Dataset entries
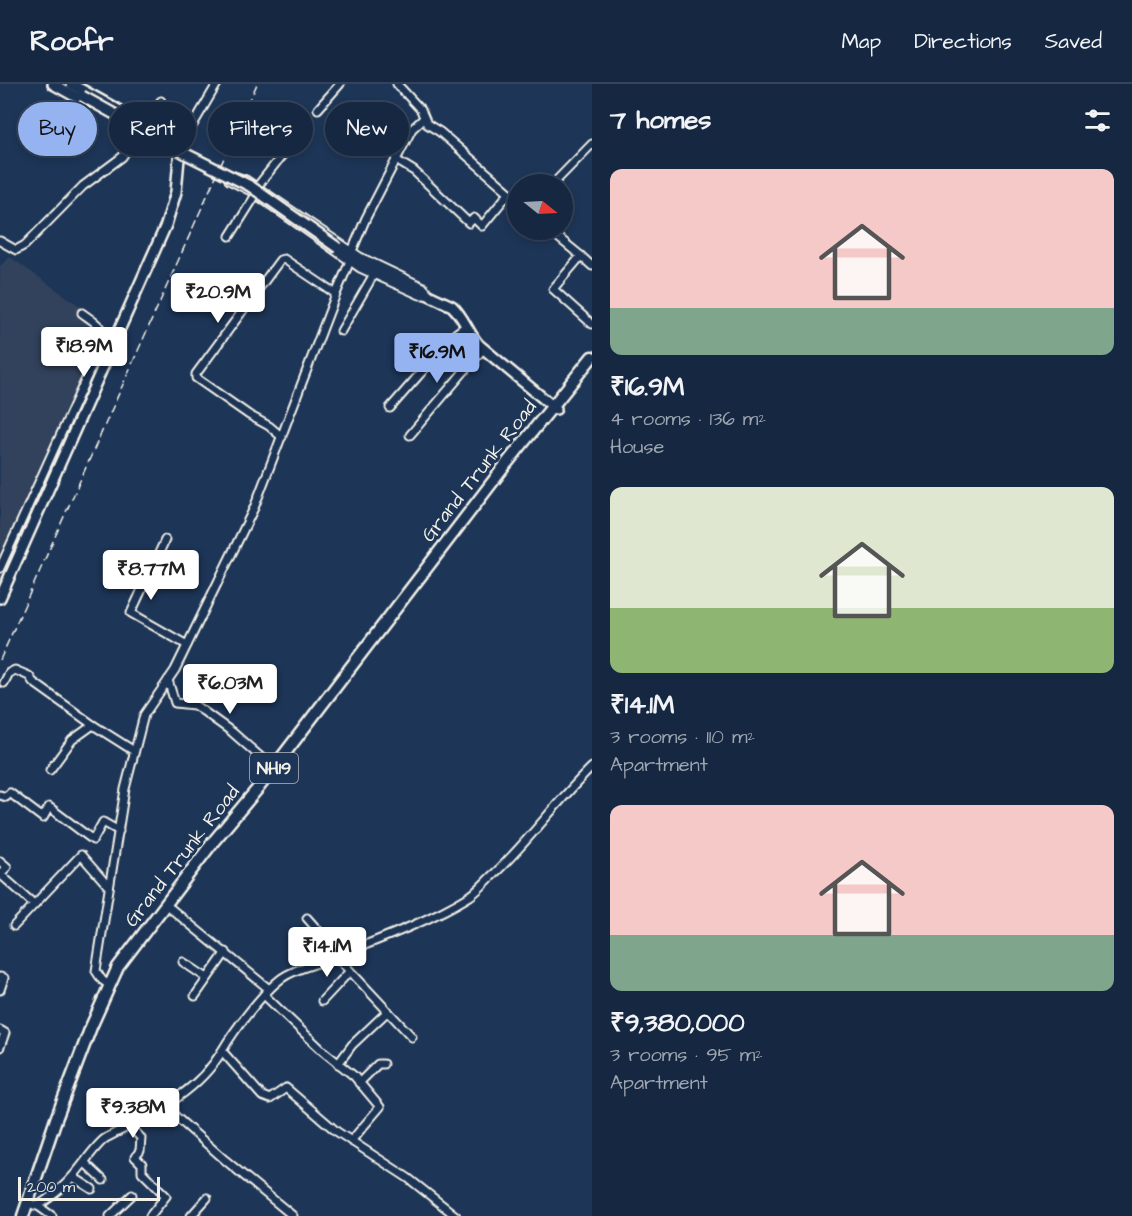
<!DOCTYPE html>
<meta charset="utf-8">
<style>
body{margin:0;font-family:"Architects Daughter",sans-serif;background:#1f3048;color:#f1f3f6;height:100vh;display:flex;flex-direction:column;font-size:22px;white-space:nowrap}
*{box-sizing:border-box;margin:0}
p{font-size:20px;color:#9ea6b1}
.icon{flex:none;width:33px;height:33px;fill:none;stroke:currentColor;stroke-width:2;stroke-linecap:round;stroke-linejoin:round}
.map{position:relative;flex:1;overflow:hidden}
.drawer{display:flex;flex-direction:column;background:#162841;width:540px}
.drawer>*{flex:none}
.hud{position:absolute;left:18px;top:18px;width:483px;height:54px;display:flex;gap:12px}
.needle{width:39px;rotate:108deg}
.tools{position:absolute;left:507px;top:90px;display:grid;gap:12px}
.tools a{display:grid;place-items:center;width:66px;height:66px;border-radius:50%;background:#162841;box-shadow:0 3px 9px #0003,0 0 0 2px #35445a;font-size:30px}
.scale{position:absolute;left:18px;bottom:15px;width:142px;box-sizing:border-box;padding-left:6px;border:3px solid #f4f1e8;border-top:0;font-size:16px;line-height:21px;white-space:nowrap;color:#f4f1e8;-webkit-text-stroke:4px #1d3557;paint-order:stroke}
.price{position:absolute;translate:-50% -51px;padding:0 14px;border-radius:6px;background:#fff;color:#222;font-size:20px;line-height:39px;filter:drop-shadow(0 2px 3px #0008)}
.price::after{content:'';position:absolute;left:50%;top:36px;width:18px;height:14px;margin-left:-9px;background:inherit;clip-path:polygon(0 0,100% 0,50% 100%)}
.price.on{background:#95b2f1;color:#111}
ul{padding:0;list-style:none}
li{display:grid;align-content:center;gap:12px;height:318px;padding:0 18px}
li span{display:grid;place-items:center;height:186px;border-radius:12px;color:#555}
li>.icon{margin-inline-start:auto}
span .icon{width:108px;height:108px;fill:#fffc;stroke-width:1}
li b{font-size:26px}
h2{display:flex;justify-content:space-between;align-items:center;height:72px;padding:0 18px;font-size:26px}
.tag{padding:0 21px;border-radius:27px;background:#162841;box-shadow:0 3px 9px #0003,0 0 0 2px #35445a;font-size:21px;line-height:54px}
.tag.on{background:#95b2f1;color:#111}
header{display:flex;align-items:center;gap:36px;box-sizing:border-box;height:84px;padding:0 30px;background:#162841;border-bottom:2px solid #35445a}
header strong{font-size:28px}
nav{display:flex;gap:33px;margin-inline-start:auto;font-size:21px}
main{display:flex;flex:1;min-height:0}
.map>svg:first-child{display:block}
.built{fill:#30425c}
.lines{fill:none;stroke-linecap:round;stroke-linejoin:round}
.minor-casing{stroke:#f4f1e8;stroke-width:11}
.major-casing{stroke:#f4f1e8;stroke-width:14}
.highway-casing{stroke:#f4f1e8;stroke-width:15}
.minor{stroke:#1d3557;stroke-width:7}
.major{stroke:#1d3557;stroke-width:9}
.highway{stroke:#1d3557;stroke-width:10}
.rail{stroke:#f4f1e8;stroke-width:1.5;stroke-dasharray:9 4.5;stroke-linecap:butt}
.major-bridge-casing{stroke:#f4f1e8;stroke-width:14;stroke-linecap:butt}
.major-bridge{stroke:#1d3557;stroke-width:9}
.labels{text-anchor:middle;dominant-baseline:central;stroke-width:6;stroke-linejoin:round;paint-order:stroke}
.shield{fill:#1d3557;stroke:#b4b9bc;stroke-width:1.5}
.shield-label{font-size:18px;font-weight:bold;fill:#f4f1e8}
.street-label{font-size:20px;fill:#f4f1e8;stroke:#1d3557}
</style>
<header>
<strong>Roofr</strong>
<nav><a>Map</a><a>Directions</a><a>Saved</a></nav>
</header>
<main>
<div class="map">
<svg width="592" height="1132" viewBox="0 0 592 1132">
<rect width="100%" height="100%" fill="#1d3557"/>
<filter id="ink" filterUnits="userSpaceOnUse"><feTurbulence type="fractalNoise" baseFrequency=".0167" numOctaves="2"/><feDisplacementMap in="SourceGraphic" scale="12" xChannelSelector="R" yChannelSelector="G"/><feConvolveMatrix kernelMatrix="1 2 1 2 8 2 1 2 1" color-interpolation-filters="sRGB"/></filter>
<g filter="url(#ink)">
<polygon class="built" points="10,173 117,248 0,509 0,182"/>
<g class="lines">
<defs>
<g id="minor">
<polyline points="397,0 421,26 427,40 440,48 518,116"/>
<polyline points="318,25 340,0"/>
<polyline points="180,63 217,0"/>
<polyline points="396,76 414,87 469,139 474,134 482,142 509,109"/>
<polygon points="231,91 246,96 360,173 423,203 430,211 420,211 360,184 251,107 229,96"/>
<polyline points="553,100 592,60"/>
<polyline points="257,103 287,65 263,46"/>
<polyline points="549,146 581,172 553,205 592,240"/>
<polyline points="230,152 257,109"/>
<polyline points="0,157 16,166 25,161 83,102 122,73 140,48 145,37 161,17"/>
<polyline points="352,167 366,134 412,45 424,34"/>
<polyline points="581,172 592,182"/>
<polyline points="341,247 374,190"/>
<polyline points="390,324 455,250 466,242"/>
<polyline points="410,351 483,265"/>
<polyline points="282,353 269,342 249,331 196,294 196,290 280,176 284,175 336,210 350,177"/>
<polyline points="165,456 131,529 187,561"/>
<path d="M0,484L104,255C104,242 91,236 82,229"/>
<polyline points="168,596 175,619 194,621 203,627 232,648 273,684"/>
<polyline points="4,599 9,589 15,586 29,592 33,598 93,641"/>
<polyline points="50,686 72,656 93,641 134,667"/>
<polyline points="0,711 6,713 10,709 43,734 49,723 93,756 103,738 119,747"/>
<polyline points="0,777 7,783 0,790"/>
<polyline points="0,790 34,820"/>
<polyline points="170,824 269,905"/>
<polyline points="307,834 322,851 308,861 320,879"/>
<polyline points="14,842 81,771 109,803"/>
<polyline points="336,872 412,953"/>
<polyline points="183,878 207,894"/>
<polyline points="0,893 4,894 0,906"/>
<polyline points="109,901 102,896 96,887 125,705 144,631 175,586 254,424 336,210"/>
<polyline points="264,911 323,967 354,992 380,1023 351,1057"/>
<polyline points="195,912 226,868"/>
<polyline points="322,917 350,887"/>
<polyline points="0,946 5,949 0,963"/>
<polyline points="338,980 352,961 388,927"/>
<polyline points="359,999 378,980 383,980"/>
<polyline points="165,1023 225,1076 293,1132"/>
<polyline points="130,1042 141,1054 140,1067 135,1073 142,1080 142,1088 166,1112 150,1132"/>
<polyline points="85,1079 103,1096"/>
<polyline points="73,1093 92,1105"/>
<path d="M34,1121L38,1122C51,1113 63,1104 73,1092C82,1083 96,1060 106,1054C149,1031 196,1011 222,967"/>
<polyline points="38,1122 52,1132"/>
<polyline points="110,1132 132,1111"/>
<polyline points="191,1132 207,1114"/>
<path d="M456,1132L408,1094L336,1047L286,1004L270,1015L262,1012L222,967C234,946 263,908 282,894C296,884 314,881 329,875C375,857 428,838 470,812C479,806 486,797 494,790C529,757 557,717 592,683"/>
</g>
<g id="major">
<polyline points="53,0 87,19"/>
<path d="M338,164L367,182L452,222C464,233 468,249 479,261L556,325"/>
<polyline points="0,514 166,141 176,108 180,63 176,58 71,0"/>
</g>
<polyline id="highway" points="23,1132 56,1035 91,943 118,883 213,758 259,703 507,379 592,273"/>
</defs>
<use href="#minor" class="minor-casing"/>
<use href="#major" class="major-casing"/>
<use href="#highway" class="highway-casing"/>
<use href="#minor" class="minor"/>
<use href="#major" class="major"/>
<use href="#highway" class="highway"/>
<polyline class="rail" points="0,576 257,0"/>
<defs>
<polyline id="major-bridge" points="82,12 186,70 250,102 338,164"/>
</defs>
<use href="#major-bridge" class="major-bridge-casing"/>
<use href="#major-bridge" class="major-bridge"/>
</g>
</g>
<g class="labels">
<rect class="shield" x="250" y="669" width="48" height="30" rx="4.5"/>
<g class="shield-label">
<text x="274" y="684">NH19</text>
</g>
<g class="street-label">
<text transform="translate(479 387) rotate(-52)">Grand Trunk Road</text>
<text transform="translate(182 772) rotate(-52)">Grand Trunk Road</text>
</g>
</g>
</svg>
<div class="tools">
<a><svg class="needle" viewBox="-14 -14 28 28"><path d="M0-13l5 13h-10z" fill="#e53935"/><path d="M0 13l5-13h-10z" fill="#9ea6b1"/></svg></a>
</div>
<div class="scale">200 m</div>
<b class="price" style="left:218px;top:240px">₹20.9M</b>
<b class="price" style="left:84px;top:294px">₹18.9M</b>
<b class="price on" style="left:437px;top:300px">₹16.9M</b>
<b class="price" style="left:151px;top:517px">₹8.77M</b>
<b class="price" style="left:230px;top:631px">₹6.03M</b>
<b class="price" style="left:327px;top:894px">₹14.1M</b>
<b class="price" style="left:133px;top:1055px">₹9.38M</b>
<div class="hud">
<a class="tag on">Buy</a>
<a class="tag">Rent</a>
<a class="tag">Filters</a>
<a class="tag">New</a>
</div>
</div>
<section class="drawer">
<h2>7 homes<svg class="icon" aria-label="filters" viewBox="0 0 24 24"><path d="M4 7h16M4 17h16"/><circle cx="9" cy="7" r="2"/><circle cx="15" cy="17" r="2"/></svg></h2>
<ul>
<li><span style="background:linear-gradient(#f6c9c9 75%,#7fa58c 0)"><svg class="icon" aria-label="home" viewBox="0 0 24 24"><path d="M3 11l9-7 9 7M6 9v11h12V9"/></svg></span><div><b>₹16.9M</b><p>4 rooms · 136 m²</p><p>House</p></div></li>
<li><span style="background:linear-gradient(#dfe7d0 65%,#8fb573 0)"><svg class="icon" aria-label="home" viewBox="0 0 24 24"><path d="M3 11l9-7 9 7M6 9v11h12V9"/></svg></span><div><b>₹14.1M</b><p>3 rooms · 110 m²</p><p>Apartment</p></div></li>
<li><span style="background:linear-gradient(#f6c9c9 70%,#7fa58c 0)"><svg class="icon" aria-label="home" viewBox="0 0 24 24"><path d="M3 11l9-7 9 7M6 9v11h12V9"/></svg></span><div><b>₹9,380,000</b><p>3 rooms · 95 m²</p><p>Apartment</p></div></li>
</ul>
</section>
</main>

What is required
Copy the lines of the entries above that mention "casing".

Exercise result
.minor-casing{stroke:#f4f1e8;stroke-width:11}
.major-casing{stroke:#f4f1e8;stroke-width:14}
.highway-casing{stroke:#f4f1e8;stroke-width:15}
.major-bridge-casing{stroke:#f4f1e8;stroke-width:14;stroke-linecap:butt}
<use href="#minor" class="minor-casing"/>
<use href="#major" class="major-casing"/>
<use href="#highway" class="highway-casing"/>
<use href="#major-bridge" class="major-bridge-casing"/>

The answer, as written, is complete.